Chansing Joy

Every morning, she laced her shoes before the sun rose. Not because she loved running—she didn’t—but because she believed joy was something you caught only if you chased it hard enough. She ran through quiet streets, past shuttered cafes and sleepy trees, through graveyards of dead flowers, her breath fogging the air. In her mind, joy was always ahead of her, just out of reach, daring her to try harder.
She had learned this belief early. Work harder. Be better. Don’t stop. If you build it they will come. Joy, she was told, was the reward waiting at the finish line.
But the finish line kept moving, crossing the streets at moments notice, unchecked.
One morning, halfway through her usual route, her foot caught on a cracked sidewalk. She stumbled and fell, scraping her hands and tearing her favorite leggings. The run was over. Frustrated and embarrassed, she sat on the curb, fighting tears. The sun was fully up now, spilling gold across the street.
That’s when she noticed the music. She heard that delicious tune piercing through.
An old man across the road was sweeping his storefront, humming softly—off-key, unapologetic, completely absorbed without a care. A little girl skipped past him, pausing to spin in a circle just because she could. A breeze lifted the leaves, and for a moment the whole street seemed to sigh, like a quiet star cresting the mountains.

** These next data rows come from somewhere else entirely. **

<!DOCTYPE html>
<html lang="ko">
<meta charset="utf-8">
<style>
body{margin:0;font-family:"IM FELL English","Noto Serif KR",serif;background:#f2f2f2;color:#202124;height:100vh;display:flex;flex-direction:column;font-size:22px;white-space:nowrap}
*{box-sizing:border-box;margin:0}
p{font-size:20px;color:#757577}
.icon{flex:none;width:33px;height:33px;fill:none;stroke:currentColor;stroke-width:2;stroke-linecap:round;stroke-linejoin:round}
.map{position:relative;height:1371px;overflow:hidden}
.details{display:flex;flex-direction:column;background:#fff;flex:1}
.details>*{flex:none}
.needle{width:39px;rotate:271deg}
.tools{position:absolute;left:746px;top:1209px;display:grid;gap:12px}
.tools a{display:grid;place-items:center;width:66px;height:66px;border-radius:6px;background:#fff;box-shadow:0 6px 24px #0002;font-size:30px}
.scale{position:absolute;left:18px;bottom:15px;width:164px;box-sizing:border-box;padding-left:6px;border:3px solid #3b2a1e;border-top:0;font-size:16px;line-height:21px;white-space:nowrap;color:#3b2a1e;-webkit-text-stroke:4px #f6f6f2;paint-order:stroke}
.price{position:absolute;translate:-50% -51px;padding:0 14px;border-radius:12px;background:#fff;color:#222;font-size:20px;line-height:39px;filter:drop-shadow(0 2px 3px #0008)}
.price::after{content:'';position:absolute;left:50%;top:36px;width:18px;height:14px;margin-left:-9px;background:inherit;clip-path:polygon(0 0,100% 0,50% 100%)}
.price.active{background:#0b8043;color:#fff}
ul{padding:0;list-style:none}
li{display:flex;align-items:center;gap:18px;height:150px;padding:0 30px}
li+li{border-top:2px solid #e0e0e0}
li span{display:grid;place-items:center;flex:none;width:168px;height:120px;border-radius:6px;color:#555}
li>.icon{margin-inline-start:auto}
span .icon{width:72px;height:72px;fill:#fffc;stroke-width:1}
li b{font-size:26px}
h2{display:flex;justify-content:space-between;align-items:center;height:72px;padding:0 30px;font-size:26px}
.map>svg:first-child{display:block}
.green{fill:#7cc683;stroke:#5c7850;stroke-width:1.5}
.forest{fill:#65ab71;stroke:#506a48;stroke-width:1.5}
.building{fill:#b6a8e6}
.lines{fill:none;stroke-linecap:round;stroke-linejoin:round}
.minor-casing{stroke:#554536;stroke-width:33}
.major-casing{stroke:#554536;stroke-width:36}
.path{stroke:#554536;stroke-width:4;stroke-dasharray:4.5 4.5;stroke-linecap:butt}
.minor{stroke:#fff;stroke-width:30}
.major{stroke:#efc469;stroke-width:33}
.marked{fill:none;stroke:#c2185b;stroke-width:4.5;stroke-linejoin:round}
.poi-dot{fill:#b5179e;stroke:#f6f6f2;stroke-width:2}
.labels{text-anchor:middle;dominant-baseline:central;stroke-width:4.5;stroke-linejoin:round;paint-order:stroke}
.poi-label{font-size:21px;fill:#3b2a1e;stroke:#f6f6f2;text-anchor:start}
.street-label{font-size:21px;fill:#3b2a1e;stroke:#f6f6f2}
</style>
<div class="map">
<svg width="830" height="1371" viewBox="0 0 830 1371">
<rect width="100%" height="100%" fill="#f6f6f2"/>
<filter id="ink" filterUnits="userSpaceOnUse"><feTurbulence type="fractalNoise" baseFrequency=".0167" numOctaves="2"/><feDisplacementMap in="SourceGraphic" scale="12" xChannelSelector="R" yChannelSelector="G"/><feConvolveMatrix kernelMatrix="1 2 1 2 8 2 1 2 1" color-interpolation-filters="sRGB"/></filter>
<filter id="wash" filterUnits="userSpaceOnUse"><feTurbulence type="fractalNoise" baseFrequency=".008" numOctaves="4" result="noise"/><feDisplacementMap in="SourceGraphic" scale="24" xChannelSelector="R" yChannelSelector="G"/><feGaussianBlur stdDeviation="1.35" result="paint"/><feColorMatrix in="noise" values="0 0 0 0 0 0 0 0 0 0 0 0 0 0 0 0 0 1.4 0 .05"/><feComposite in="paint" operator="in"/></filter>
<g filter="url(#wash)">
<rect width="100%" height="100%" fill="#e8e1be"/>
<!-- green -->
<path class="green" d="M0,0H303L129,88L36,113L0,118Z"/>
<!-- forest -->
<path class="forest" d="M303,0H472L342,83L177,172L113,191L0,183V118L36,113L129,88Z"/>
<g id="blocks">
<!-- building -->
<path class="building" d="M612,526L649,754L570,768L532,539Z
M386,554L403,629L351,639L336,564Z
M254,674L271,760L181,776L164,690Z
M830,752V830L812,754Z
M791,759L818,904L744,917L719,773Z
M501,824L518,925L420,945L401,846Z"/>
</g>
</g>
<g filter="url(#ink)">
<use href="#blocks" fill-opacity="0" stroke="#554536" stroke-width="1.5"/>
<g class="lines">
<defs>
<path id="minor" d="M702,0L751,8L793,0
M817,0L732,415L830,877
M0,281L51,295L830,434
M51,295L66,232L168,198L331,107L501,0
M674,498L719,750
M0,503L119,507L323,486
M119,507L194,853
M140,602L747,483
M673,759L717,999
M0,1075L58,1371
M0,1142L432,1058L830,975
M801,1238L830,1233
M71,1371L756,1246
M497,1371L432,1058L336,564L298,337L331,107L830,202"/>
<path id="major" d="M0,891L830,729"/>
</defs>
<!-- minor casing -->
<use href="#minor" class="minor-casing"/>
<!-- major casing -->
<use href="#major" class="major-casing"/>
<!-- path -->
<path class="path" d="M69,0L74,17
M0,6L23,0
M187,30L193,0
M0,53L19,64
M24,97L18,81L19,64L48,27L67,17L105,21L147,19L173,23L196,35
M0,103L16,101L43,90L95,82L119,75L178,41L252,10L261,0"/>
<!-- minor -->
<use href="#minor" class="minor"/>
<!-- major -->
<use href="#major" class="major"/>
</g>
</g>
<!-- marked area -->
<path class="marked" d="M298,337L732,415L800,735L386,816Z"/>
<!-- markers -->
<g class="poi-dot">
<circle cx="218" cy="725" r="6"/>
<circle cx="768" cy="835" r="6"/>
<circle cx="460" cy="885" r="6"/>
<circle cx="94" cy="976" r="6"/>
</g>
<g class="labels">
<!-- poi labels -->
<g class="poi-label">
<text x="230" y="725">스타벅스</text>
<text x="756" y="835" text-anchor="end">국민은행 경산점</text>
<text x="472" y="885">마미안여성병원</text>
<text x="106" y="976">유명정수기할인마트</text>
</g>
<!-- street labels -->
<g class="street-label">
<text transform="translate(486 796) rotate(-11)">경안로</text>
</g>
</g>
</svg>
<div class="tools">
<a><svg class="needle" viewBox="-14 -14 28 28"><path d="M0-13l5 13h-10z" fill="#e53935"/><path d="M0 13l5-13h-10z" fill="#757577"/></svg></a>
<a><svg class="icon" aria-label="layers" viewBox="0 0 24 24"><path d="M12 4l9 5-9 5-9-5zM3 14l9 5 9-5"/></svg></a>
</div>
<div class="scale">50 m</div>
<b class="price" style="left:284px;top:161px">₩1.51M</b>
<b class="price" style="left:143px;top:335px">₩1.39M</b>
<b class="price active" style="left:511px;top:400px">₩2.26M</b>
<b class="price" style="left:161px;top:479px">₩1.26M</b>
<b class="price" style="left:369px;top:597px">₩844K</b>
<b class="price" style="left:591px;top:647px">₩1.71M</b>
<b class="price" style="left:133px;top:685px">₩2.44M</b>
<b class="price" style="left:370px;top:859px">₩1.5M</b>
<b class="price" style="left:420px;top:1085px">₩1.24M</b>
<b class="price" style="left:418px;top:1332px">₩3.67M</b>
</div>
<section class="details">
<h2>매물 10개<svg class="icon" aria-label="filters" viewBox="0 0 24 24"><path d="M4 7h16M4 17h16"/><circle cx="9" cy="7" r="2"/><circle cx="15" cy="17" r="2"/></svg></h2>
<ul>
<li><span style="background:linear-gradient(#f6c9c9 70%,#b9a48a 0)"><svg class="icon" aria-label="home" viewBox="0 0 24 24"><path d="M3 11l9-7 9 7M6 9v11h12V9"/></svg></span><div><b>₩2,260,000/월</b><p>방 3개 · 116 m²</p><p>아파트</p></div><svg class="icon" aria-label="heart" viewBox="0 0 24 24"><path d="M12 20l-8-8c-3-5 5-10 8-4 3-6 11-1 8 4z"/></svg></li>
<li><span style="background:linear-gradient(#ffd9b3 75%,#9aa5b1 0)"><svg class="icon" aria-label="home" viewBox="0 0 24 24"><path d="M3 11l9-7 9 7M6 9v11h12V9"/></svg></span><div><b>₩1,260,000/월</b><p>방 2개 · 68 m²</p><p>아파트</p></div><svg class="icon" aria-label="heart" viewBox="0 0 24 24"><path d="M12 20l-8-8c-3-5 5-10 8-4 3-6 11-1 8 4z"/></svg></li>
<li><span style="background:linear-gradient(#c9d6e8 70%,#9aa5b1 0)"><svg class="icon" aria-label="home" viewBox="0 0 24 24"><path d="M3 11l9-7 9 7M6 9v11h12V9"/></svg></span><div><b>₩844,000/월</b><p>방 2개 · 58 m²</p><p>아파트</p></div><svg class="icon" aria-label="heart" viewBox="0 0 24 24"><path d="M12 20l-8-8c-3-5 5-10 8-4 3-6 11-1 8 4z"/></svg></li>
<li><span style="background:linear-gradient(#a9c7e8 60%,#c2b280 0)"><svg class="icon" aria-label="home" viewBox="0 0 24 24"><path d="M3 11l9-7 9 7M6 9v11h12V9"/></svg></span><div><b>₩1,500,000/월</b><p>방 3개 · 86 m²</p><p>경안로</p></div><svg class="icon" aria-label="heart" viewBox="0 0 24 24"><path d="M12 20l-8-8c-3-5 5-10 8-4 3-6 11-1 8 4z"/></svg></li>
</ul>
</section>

She realized something strange: none of them were chasing anything.
They were here. There.
She walked home slowly that day. She noticed the warmth of her coffee mug, the comfort of her shower, the way her muscles relaxed once she stopped pushing them, chilled and breathe. The world hadn’t changed—but her attention had. She has become more aware of her surroundings, her existence.
Over the next weeks, she still worked hard. She still dreamed. But she stopped sprinting through her days as if happiness were late and she had to catch it. She let herself rest, took it all in. She laughed without earning it. She danced in her kitchen while dinner burned a little. She sang her lungs out to the moon and back. She chatted softly to the plants soaking up the sunset.
And joy?
It didn’t run anymore; why would it?
It met her in quiet mornings.
It sat beside her in moments of gratitude, in the silence of prayers.
It showed up when she wasn’t looking—soft, steady, and real, it sang her lullabies, told her stories.
She learned that joy isn’t something you chase down and conquer. It isn’t a vibe or a chore.
Joy is something you notice when you finally stop running long enough to let it catch you. It is gratitude without effort, the felling of being alive in a way that feels meaningful. Joy is the quiet light that rises within you.